Oleh Rakhmat Hidayat

Salah satu prinsip dalam melaksanakan kegiatan penelitian lapangan adalah memahami budaya setempat. Hal ini perlu setidaknya untuk memberikan konteks atas obyek amatan penelitian dan mengakrabkan peneliti dengan masyarakat tempatan untuk membuka ruang inkuiri yang lebih luas.

Melaksanakan kegiatan lapangan dalam inisiatif Satu Peta di Tingkatan Tapak di Riau sungguh menarik ketika dihadapkan pada budaya Melayu masyarakatnya yang sangat kental. Tim WRI Indonesia di Riau saat ini bekerja pada dua wilayah fokus yaitu Desa Batu Sanggan dan Desa Gajah Bertalut di Kabupaten Kampar.

Dalam berbagai forum pertemuan dengan masyarakat setempat yang terhimpun dalam masyarakat adat Kekalifahan Batu Sanggan, kegiatan berbalas pantun adalah sarana untuk mendekatkan peneliti secara kultural dengan masyarakat untuk membangun kepercayaan, keakraban dan membuka ruang inkuiri dan observasi yang lebih luas. Bahkan saat musyawarah dikampung dan terkadang bisa “macet”, para Ninik Mamak selalu berpegang pada pepatah “bulek air dek pembuluh, bulek kato dek mufakat”, atau kusuik bulu paruh nan manyalasaikan, kususik banang cari ujung pangkalnyo, kusuik sarang tampui api nan manyalasaikan” yang menggambarkan pentingnya musyawarah untuk mufakat serta berbagai pilihan strategi untuk menyelesaikan masalah. Bahkan untuk penandaan batas wilayah, masyarakat juga memakai pepatah “air berkecucuran dan tanah berketelengan”.
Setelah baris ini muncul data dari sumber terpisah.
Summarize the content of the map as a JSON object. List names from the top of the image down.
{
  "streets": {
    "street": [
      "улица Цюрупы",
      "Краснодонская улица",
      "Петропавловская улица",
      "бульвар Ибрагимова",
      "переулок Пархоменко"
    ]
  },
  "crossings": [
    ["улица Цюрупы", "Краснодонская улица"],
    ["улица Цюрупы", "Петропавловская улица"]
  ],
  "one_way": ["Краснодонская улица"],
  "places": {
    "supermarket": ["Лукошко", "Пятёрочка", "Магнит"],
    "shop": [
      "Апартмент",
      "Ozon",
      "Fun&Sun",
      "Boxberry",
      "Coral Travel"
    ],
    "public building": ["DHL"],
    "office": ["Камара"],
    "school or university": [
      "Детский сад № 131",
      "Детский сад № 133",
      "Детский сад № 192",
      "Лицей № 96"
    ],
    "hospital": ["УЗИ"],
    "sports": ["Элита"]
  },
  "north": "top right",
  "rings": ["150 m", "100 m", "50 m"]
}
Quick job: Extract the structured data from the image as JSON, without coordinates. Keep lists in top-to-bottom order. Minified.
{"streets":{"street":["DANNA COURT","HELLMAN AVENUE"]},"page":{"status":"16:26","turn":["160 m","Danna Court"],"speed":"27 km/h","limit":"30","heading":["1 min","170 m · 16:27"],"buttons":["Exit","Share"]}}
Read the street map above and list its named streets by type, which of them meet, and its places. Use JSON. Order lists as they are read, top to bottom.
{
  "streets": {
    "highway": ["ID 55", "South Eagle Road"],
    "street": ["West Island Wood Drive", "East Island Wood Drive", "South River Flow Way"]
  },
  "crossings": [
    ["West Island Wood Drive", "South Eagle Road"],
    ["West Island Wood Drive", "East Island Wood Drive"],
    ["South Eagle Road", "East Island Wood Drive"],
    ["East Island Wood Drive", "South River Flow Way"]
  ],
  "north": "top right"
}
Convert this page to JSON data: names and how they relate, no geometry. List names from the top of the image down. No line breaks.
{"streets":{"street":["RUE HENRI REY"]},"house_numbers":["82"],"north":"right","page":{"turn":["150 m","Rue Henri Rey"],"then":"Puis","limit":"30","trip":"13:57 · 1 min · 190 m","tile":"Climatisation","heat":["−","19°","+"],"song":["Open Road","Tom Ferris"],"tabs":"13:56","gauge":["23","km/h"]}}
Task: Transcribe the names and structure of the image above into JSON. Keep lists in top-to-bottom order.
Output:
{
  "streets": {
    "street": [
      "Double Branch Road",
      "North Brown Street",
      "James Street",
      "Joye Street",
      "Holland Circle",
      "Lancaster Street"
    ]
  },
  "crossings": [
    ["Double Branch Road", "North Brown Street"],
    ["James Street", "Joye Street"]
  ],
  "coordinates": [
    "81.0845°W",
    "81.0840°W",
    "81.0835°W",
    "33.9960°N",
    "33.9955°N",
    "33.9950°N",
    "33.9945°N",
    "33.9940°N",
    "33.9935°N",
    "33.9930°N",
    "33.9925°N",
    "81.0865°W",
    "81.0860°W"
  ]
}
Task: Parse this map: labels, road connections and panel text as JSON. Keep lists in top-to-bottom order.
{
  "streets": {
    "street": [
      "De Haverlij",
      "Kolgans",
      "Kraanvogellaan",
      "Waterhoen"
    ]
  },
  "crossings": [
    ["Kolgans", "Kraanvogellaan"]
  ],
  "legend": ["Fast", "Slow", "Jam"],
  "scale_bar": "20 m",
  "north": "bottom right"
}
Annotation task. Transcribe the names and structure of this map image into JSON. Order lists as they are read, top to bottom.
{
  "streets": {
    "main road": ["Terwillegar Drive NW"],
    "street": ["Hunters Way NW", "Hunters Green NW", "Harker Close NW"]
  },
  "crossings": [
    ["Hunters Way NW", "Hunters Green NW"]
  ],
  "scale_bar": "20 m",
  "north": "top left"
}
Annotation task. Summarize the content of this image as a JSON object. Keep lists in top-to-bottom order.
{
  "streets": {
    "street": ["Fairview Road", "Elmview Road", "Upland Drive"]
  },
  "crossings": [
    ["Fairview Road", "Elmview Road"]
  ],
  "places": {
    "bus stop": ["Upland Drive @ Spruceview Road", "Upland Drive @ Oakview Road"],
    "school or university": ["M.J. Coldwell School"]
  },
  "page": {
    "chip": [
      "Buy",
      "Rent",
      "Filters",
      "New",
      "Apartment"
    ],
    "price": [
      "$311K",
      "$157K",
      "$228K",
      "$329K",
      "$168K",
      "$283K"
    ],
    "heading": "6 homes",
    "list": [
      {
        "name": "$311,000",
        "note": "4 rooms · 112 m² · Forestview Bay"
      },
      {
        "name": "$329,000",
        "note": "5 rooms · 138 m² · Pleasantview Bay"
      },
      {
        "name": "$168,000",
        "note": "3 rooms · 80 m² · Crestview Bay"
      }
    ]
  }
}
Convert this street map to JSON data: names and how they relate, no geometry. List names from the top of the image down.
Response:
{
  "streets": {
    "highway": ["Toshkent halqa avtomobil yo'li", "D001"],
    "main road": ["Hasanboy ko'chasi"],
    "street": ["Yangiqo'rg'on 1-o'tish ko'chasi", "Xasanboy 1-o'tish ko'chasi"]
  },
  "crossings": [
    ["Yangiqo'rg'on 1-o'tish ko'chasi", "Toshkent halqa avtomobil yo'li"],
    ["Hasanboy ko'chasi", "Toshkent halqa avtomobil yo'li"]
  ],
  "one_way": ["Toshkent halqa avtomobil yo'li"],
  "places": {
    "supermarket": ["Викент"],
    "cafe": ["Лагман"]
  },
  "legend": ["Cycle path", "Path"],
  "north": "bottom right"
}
Saya diberi amanat untuk memandu tim WRI Indonesia di Riau. Saya adalah warga Sumatera yang sangat akrab dengan budaya Melayu, termasuk berpantun. Saya biasanya berpantun ketika bertemu dengan masyarakat pada pertemuan-pertemuan untuk menghimpun data, informasi, pengetahuan, juga menggalang kerjasama dan berbagi rasa. Simak pantun berikut ini yang saya sampaikan pada penghujung pertemuan antara Tim WRI Indonesia dengan masyarakat Desa Batu Sanggan beserta Kepala Desa, ninik-mamak, Datuk Pucuak, Datuk Kalifah Batu Sanggan, dan tetua lainnya:

Mambali balam di Kuala Tungkal

Ke Pekanbaru membeli ragi

Sedihlah sedih sanak yang tinggal

Lebih rindu kami yang pergi

Kalau tuan pai ka ladang

Jangan lupa ambil melati

Bila masa kami kan datang

Ikatlah cinta didalam hati

Poi ka mudiak naiklah sampan

Memetik mawar terkena duri

Salam hormat untuk sanak famili di Sanggan

Terima kasih banyak dari WRI

Kedekatan para peneliti dan masyarakat setempat adalah kunci untuk dapat secara sensitif mengenali isu-isu terkait dengan penyatuan-peta, pengumpulan fakta dan transformasi konflik atas ruang dan tapak. Memang benar terasa ‘lebih rindu kami yang pergi’ walaupun para peneliti pasti akan kembali ke lapangan di Desa Batu Sanggan untuk meneruskan kegiatannya.